Ещё через неделю у маленького Егора пропал смех. Мальчик по-прежнему улыбался, но звука не было. Он открывал рот, трясся от беззвучного веселья — и тишина становилась ещё гуще. Ночью мать слышала, как из-за печи доносится тихий, сухой смешок. Чужой.
Потом домовой взялся за отца.
Сначала у него пропало ощущение холода. Он мог стоять босиком на снегу и не чувствовать ничего. Потом исчезло чувство голода. Потом — способность различать запахи. Отец сидел за столом, ел хлеб без вкуса и смотрел перед собой пустыми глазами. Однажды он тихо сказал жене:
— Кажется, он вынимает меня по частям. И я уже почти не против.
Мать пыталась сопротивляться. Оставляла молоко, хлеб, даже мясо. Всё исчезало к утру. Но домовой не останавливался. Он больше не брал вещи. Он брал человеческое.
У матери пропала способность плакать. Слёзы просто перестали вырабатываться. Она сидела у кровати сына, смотрела на него и чувствовала только сухую, тяжёлую пустоту в груди. Ночью она увидела его.

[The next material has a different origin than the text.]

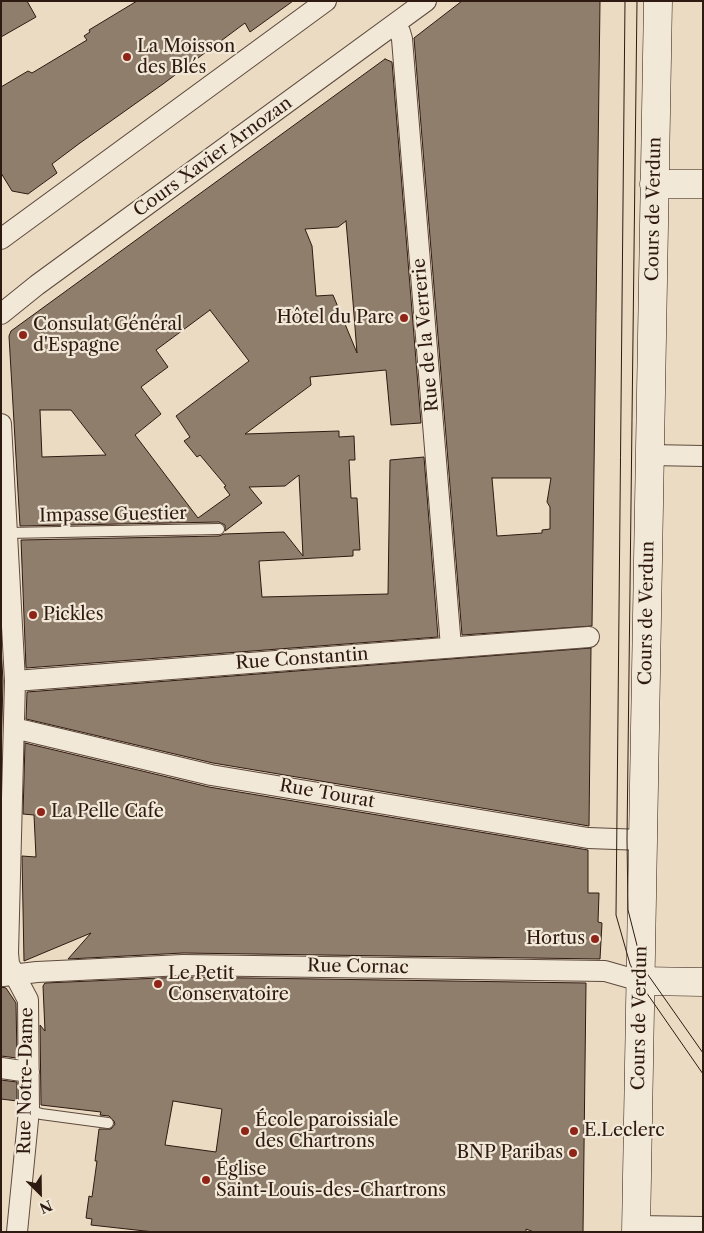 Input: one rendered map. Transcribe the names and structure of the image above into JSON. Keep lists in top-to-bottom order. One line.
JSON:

Маленький. Сутулый. Тёмный. Он сидел на корточках у печи и аккуратно складывал в старую тряпичную сумку то, что вынул. Голос Марины. Смех Егора. Холод, голод, запахи и слёзы отца. Всё было там — свёрнутое, сжатое, живое. Домовой поднимал очередной комочек, рассматривал на свет и тихо, довольно вздыхал.
— Почти всё, — прошептал он беззвучно, одними губами. — Осталось совсем немного.
На следующую ночь пропали имена.
Сначала отец забыл, как зовут жену. Потом мать перестала узнавать детей. Марина смотрела на брата и не могла вспомнить слово «Егор». Егор смотрел на сестру и видел просто девочку. К утру они сидели на кухне четверо и молча смотрели друг на друга. Никто не мог назвать ни себя, ни остальных. Слова «мама», «папа», «дочь», «сын» были вынуты вместе с именами и лежали теперь в той же тряпичной сумке за печью.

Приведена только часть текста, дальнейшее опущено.